Nel 1968 Robbie Robertson, Garth Hudson, Rick Danko, Levon Helm e Richard Manuel debuttarono in proprio, dopo i gloriosi anni passati a spalleggiare Dylan nel più sconvolgente degli abbrivi della storia del rock, dal celeberrimo tour del 65-66 al Sacro Graal a 33 giri di "Blonde on Blonde". Il risultato fu il classico fulmine a ciel sereno, quel "Music from Big Pink" destinato a imporsi in brevissimo tempo come pietra miliare della musica americana. Le undici composizioni qui presenti spianarono la strada ai coevi Byrds di "Sweetheart of the rodeo" e ai vari Gram Parsons e Neil Young, affermando la tendenza del country-rock e aggiungendo un tassello fondamentale all'evoluzione del pop-rock.

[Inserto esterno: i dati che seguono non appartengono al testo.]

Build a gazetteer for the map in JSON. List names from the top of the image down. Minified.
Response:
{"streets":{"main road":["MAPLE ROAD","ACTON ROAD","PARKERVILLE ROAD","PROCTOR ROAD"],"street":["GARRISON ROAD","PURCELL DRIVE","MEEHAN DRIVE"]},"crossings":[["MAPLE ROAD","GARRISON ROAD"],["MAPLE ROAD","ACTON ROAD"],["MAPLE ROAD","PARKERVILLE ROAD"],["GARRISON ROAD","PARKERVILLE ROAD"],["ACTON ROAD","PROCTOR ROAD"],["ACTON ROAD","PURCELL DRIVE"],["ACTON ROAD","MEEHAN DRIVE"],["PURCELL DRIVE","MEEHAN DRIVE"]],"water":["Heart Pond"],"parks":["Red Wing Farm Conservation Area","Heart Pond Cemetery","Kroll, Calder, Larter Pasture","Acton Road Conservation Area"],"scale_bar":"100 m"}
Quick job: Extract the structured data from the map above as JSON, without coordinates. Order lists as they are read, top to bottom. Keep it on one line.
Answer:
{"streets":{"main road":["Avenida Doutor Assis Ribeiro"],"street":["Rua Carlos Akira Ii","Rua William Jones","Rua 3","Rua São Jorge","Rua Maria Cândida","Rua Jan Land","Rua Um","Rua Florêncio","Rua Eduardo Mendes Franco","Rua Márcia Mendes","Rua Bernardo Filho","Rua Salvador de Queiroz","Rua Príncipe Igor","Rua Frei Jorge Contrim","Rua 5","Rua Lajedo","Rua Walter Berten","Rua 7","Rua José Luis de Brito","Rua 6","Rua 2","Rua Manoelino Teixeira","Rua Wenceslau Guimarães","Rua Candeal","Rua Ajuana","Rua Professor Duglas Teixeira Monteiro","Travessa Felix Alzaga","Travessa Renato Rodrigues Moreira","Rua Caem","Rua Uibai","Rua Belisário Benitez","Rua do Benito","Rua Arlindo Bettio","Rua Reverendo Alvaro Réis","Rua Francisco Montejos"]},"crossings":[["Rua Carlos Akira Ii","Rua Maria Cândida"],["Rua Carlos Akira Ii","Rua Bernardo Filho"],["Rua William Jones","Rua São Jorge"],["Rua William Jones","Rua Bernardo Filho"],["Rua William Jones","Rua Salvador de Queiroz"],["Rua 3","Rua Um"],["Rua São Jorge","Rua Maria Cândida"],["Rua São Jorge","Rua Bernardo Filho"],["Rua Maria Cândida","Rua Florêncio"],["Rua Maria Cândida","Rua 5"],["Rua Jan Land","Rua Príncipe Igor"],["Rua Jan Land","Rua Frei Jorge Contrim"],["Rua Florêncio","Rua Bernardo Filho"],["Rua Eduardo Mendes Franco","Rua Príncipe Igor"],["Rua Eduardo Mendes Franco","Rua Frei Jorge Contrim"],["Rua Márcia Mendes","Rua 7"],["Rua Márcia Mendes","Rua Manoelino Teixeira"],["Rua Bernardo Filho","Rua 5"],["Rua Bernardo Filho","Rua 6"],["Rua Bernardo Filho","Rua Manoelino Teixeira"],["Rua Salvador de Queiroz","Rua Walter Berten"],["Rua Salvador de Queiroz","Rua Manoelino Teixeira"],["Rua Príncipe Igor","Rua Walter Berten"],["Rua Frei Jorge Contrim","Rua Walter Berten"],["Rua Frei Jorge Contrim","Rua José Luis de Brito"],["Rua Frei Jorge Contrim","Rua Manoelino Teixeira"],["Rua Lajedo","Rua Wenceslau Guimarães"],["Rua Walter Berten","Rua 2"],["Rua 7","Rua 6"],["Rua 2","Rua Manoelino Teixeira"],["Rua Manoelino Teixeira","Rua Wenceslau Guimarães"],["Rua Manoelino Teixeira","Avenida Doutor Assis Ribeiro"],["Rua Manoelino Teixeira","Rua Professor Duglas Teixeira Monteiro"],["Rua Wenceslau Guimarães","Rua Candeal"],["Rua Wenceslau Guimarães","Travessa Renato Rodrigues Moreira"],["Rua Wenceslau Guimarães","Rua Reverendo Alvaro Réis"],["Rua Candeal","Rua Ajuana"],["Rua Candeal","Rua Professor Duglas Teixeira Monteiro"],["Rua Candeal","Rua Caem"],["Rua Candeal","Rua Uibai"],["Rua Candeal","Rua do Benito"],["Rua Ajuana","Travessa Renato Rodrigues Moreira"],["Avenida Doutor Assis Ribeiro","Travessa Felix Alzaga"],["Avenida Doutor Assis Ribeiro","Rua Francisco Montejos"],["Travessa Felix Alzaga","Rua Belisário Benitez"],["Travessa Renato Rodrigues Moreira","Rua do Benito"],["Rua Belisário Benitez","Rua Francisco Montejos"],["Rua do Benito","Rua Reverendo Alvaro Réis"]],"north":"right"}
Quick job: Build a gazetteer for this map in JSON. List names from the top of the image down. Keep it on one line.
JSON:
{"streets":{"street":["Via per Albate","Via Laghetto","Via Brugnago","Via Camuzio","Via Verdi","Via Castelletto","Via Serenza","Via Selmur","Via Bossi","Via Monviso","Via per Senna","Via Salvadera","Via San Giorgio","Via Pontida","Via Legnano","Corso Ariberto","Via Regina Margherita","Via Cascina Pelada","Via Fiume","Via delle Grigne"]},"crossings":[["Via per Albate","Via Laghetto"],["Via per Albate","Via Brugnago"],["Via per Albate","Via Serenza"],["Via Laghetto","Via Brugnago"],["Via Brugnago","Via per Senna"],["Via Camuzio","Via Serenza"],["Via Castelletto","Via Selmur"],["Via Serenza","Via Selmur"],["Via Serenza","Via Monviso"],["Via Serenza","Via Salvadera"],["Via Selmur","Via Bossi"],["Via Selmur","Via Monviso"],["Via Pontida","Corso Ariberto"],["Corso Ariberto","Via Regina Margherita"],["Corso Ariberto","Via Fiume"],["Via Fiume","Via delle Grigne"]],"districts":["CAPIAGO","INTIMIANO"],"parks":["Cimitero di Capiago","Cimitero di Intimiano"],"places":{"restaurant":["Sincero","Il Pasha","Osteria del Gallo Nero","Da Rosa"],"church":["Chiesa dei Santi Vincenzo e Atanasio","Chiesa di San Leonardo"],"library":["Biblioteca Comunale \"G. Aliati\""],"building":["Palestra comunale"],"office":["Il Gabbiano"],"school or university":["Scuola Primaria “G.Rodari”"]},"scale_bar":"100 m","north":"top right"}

Ma c'era di più. Ci sono gruppi, pur immensi, che si limitano a fare musica. Altri disegnano universi, schiudendo le porte della percezione per renderle accessibili in musica alle masse. La materia sonora plasmata dall'ensemble canad-americano andava a fondo, sfrondava le radici folk e blues dei padri, esprimendo una sontuosa e ricercata commistione in grado di forgiare il definitivo codice del roots rock americano. Il gruppo in realtà era una piccola orchestra di fenomenali polistrumentisti, e il sound di "Music from big pink" è talmente intricato, ramificato, lussureggiante da sembrare una feconda, grande pianta del Sud. Musica romantica e visionaria, sorretta da un songwriting smagliante e temprata dai climi delle immense distese americane di cui funge da colonna sonora. Fu indubbiamente questo il quid di The Band: rievocare i miti dell'America più vera e recondita in un periodo di viaggi esoterici e lisergici, nonché di laceranti conflitti sociali. Un apparente corto circuito generazionale che invece produsse una mistica americana che si nutriva di territori perduti, di eroismi sulla frontiera, di microcosmi dal sapore epico e biblico in grado di rivelare la struggente umanità nascosta nei polverosi bauli dell'Impero. Un'intera generazione ne fu conquistata, prova ne è che il brano più famoso del lotto, la magnifica danza western "The weight", sarebbe apparso nel film culto di quegli anni, "Easy rider", di cui sposava l'ansia di vivere e l'immaginario dei grandi spazi aperti. Non sono da meno i restanti episodi, tra i quali non si possono non citare "Chest fever", con quell'incredibile incipit di hammond di Hudson, "This wheel's on fire" con la magica e affilata chitarra di Robertson (essenziale nel raccordarsi agli altri strumenti, senza eccedere in virtuosismi inutili) e la sezione ritmica più poliedrica che si ricordi e condurre le danze, la dolcezza sussurrata di "Lonesome Suzie", le iridescenti e articolate armonie di "To kingdom Come" e "Caledonia Mission", il sommesso incantesimo country-soul di "In a station", fino al capolavoro assoluto "Tears of rage", in cui la voce di Manuel (co-autore del pezzo con Dylan) tratteggia scenari steinbeckiani da Grande Depressione, appoggiandosi su un tappeto sonoro semplicemente perfetto, scandito come sempre dai peculiarissimi intrecci tra l'organo bachiano di Hudson e il piano dello stesso Manuel.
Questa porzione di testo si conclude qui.